» Record extracts
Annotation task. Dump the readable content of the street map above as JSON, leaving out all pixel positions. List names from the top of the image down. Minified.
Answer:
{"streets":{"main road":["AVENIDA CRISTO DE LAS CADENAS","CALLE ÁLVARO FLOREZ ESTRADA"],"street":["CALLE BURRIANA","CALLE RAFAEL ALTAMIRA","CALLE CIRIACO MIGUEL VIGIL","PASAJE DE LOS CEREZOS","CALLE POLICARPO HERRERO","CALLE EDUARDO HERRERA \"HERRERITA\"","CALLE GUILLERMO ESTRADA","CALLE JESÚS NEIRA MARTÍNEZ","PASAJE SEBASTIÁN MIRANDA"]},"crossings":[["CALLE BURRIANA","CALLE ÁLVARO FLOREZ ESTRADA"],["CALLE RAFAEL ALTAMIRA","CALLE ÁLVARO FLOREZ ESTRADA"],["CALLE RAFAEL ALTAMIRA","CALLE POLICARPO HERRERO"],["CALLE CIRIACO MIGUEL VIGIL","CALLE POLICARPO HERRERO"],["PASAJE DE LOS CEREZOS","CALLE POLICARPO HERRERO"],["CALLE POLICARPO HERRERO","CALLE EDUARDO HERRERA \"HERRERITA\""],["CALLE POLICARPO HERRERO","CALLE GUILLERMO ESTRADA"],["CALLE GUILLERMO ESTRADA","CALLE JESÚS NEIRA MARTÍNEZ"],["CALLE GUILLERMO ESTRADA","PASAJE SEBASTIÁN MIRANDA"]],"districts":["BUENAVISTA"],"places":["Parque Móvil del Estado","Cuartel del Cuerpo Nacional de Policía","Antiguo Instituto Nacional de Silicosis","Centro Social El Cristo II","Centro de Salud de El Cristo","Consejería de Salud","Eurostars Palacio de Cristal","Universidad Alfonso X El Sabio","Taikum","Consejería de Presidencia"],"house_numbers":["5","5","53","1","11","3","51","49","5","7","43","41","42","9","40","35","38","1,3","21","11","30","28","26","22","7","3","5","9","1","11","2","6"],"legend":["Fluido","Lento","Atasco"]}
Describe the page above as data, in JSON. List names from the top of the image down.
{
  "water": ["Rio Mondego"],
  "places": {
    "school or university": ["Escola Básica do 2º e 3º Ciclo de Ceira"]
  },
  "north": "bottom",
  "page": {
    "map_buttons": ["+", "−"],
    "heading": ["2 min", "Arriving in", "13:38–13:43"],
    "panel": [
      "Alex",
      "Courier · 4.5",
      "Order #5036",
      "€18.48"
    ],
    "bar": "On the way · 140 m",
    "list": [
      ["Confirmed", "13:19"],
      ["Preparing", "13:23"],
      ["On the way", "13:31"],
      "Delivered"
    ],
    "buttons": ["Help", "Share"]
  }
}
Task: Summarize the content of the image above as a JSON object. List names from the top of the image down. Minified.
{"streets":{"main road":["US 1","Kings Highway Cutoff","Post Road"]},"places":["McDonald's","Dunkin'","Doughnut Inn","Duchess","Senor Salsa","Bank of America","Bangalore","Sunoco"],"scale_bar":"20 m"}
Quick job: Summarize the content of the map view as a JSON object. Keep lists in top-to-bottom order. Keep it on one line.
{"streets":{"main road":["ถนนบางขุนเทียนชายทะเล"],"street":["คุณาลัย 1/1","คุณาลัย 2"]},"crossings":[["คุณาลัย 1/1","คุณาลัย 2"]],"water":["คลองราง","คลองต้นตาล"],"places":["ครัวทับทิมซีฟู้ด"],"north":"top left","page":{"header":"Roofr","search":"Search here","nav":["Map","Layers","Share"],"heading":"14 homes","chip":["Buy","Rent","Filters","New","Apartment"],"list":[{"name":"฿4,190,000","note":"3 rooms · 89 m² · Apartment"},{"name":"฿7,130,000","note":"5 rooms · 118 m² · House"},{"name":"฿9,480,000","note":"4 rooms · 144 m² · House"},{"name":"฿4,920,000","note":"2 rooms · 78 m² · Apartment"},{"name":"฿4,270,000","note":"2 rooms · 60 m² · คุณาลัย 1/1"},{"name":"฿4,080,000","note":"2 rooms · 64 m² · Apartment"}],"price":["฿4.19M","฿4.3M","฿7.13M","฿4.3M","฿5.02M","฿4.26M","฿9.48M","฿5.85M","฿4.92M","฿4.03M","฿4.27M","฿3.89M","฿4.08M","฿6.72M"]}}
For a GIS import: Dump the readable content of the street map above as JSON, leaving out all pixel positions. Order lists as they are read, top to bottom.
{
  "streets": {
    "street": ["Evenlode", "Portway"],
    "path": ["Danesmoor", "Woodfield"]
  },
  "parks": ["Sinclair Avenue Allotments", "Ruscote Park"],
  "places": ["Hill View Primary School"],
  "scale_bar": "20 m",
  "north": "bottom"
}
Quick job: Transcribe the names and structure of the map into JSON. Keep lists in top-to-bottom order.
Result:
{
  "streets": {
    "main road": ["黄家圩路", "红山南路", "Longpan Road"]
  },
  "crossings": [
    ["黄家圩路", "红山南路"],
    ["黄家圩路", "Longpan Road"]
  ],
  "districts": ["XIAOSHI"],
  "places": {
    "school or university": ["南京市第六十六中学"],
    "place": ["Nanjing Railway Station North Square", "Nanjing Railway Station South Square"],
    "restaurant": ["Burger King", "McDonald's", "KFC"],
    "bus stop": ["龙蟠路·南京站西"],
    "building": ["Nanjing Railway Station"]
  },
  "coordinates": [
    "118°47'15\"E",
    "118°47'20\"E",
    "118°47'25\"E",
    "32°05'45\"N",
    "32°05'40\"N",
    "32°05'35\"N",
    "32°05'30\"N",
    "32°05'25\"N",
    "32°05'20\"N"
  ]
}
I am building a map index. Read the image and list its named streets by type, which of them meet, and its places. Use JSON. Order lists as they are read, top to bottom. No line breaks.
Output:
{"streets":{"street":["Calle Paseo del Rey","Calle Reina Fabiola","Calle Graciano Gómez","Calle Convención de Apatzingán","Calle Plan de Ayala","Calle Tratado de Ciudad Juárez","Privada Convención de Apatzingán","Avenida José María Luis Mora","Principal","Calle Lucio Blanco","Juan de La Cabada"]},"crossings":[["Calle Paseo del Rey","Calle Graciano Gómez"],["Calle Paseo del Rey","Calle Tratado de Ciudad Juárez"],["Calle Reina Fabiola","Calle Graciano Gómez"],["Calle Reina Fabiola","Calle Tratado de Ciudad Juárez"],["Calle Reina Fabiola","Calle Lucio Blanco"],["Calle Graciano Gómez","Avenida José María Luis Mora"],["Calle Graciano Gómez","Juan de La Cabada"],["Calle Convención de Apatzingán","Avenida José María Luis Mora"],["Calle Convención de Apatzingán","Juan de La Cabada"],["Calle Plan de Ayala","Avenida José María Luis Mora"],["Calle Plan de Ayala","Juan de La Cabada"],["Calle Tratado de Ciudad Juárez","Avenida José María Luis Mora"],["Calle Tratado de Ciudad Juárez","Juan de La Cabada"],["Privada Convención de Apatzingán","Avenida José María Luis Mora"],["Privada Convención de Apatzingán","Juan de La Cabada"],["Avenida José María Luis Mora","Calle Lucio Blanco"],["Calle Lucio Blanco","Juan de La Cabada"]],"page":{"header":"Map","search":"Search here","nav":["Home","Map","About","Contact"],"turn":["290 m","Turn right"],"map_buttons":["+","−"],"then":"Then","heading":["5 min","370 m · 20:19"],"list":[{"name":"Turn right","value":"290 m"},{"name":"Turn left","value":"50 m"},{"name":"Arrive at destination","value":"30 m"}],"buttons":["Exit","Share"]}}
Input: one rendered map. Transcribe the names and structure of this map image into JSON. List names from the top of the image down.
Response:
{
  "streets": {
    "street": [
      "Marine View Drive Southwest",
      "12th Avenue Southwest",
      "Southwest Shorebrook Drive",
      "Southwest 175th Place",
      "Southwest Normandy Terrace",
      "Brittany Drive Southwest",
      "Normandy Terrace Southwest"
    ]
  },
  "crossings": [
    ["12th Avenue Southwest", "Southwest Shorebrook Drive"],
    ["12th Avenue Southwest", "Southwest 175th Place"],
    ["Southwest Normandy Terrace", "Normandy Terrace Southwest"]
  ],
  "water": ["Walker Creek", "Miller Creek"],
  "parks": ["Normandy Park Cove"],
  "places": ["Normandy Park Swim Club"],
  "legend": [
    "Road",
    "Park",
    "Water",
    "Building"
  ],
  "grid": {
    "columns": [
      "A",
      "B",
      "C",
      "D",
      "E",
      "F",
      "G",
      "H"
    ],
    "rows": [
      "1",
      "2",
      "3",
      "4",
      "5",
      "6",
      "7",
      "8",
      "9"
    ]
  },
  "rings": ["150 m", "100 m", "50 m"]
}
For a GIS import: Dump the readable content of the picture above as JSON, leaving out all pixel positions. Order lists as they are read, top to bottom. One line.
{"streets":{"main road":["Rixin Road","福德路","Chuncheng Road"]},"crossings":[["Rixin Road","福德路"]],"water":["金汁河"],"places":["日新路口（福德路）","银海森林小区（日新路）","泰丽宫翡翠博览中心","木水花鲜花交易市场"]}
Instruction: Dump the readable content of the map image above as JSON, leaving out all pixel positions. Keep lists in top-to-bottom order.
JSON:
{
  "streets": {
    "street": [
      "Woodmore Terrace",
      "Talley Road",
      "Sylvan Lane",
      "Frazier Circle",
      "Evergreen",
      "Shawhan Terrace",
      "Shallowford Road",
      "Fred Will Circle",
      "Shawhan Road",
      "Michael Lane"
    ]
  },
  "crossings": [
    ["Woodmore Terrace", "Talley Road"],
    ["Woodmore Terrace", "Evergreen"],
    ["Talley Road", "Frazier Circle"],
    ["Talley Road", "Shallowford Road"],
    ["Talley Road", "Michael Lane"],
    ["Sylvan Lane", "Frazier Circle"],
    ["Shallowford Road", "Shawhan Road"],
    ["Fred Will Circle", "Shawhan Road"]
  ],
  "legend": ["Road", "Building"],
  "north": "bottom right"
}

» What to work on
What you give back must be the stretch above, starting at the line with "Quick job: Transcribe" and ending at the line with "I am building", copied exactly.

» Exercise solution
Quick job: Transcribe the names and structure of the map into JSON. Keep lists in top-to-bottom order.
Result:
{
  "streets": {
    "main road": ["黄家圩路", "红山南路", "Longpan Road"]
  },
  "crossings": [
    ["黄家圩路", "红山南路"],
    ["黄家圩路", "Longpan Road"]
  ],
  "districts": ["XIAOSHI"],
  "places": {
    "school or university": ["南京市第六十六中学"],
    "place": ["Nanjing Railway Station North Square", "Nanjing Railway Station South Square"],
    "restaurant": ["Burger King", "McDonald's", "KFC"],
    "bus stop": ["龙蟠路·南京站西"],
    "building": ["Nanjing Railway Station"]
  },
  "coordinates": [
    "118°47'15\"E",
    "118°47'20\"E",
    "118°47'25\"E",
    "32°05'45\"N",
    "32°05'40\"N",
    "32°05'35\"N",
    "32°05'30\"N",
    "32°05'25\"N",
    "32°05'20\"N"
  ]
}
I am building a map index. Read the image and list its named streets by type, which of them meet, and its places. Use JSON. Order lists as they are read, top to bottom. No line breaks.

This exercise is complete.